Wherever a line holds the word "screen", copy that line from the data.

◆ **Input data**

*** Begin section ***

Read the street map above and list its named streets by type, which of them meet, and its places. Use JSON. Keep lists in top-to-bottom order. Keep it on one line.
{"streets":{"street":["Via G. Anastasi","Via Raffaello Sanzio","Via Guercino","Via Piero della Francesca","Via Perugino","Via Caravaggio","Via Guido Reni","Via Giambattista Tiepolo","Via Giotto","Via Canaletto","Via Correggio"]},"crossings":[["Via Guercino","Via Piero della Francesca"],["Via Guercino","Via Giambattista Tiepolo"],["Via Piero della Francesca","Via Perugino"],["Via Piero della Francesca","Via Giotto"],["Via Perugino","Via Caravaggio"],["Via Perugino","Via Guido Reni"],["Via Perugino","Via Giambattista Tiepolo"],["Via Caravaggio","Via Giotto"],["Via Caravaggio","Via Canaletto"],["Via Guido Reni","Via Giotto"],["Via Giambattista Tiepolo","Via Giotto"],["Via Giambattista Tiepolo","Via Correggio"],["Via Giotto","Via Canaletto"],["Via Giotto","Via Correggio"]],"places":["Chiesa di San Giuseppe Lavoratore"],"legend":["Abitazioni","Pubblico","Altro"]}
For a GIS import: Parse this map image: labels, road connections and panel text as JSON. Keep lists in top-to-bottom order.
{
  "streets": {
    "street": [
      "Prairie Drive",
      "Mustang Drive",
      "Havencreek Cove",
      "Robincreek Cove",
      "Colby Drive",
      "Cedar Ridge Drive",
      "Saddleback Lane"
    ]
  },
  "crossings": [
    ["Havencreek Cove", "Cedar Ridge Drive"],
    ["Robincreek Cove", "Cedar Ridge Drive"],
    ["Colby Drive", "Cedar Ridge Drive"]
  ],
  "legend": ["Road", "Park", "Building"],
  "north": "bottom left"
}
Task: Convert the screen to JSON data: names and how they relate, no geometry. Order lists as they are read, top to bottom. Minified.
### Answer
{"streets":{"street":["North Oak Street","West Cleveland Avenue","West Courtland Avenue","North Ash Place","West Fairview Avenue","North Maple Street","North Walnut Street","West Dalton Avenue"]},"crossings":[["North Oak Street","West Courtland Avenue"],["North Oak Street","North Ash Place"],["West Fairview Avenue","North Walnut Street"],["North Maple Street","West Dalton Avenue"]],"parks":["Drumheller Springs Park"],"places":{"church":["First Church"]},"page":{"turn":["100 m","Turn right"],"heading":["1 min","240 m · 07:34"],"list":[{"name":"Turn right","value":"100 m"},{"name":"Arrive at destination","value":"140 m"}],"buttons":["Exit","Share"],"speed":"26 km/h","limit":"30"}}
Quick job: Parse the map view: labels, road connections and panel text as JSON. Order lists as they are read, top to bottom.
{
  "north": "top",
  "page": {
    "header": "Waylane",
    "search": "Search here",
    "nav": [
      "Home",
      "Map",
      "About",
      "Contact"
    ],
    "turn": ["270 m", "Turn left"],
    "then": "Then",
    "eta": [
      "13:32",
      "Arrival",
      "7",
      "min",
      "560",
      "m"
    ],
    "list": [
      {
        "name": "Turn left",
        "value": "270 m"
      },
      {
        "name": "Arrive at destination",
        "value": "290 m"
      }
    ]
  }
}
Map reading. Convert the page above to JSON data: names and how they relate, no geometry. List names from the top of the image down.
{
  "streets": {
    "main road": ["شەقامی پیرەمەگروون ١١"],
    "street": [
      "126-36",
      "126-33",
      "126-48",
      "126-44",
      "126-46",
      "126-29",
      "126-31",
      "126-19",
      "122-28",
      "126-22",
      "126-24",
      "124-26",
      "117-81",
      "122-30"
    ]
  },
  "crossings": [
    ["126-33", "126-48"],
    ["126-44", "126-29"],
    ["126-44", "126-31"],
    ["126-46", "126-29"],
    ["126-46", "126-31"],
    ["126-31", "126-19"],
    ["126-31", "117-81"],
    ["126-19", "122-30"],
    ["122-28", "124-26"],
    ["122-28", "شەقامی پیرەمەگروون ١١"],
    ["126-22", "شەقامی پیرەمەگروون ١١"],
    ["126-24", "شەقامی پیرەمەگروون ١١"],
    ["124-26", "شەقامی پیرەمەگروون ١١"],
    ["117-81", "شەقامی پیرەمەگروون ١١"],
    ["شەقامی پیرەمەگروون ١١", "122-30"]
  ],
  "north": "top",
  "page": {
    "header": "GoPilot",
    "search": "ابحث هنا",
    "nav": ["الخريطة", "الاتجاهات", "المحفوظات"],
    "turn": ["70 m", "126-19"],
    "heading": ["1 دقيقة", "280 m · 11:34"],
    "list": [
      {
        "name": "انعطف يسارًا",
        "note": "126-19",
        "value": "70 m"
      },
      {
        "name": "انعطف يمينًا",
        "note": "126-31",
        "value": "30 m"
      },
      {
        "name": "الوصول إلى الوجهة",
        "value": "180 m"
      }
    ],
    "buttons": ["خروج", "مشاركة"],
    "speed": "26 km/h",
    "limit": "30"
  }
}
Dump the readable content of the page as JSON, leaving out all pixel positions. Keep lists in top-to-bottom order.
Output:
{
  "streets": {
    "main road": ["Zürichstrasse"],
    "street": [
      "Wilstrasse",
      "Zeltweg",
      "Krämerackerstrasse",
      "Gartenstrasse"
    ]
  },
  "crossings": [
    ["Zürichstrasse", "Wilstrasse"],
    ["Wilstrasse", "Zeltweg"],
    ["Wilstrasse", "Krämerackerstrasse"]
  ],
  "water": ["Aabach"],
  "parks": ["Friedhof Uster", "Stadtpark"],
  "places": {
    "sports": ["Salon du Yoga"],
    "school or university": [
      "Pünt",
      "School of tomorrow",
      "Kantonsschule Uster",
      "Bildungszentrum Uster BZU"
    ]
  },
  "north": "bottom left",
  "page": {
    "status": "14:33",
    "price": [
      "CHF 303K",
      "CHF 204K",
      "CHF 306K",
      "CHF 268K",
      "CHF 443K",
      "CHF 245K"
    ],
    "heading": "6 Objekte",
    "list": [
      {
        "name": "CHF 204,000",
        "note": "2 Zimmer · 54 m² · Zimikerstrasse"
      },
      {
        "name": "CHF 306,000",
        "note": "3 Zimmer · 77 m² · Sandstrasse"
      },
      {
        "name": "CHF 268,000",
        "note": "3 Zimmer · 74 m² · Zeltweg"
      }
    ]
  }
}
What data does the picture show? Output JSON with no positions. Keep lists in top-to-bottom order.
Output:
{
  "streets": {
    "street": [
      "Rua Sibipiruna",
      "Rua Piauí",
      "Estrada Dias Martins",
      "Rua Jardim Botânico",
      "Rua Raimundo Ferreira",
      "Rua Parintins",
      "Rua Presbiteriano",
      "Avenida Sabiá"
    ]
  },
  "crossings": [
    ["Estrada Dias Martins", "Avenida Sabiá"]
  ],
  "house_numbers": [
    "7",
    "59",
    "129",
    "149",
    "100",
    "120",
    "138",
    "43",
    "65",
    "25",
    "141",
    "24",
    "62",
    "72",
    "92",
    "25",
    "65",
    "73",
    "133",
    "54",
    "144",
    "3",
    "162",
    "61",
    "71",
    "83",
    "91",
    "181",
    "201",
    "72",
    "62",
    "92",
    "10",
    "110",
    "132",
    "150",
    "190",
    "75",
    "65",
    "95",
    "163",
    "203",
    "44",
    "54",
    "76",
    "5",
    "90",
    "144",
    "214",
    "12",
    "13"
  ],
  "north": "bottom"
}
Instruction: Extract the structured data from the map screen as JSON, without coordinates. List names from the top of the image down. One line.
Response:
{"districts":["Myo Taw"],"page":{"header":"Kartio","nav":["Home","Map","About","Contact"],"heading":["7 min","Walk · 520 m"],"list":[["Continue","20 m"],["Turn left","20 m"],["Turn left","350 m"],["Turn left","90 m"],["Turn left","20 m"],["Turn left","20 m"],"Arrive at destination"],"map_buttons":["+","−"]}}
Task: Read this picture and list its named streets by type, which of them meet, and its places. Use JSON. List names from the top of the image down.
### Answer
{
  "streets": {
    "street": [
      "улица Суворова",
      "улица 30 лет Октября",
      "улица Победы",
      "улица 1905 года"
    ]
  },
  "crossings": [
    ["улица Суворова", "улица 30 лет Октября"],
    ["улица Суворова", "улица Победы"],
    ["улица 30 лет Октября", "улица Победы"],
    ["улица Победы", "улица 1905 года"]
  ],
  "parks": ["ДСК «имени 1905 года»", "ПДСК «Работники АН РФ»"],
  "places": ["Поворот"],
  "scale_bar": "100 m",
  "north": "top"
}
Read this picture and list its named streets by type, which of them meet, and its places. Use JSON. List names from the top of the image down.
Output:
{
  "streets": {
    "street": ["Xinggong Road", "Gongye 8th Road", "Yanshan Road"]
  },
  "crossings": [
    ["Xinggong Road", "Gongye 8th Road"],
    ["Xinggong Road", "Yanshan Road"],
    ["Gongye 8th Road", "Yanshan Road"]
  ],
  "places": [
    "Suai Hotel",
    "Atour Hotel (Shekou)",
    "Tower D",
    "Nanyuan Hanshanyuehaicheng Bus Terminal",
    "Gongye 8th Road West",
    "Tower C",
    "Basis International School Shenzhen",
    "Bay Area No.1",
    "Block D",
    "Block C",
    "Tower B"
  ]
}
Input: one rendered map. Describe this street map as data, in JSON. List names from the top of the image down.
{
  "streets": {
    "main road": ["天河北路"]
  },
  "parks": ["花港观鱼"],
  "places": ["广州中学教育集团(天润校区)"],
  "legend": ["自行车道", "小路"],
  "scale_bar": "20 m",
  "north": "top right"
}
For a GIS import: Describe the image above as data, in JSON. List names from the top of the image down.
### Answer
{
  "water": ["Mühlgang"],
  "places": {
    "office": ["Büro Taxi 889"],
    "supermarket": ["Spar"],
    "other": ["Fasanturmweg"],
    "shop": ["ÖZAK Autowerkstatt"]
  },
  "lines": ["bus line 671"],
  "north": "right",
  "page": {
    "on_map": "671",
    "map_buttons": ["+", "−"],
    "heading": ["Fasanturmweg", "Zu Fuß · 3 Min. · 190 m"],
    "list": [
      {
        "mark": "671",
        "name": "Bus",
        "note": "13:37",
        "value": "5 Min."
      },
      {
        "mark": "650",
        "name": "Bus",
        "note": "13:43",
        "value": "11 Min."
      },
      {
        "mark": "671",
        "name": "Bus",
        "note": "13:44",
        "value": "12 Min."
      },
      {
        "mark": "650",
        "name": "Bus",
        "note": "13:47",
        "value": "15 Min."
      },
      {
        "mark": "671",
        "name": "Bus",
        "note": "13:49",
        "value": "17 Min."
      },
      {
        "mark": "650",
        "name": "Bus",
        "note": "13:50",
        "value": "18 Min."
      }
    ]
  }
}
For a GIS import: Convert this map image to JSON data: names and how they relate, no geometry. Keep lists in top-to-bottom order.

*** End section ***

◆ **Solution for this problem**
Task: Convert the screen to JSON data: names and how they relate, no geometry. Order lists as they are read, top to bottom. Minified.
Instruction: Extract the structured data from the map screen as JSON, without coordinates. List names from the top of the image down. One line.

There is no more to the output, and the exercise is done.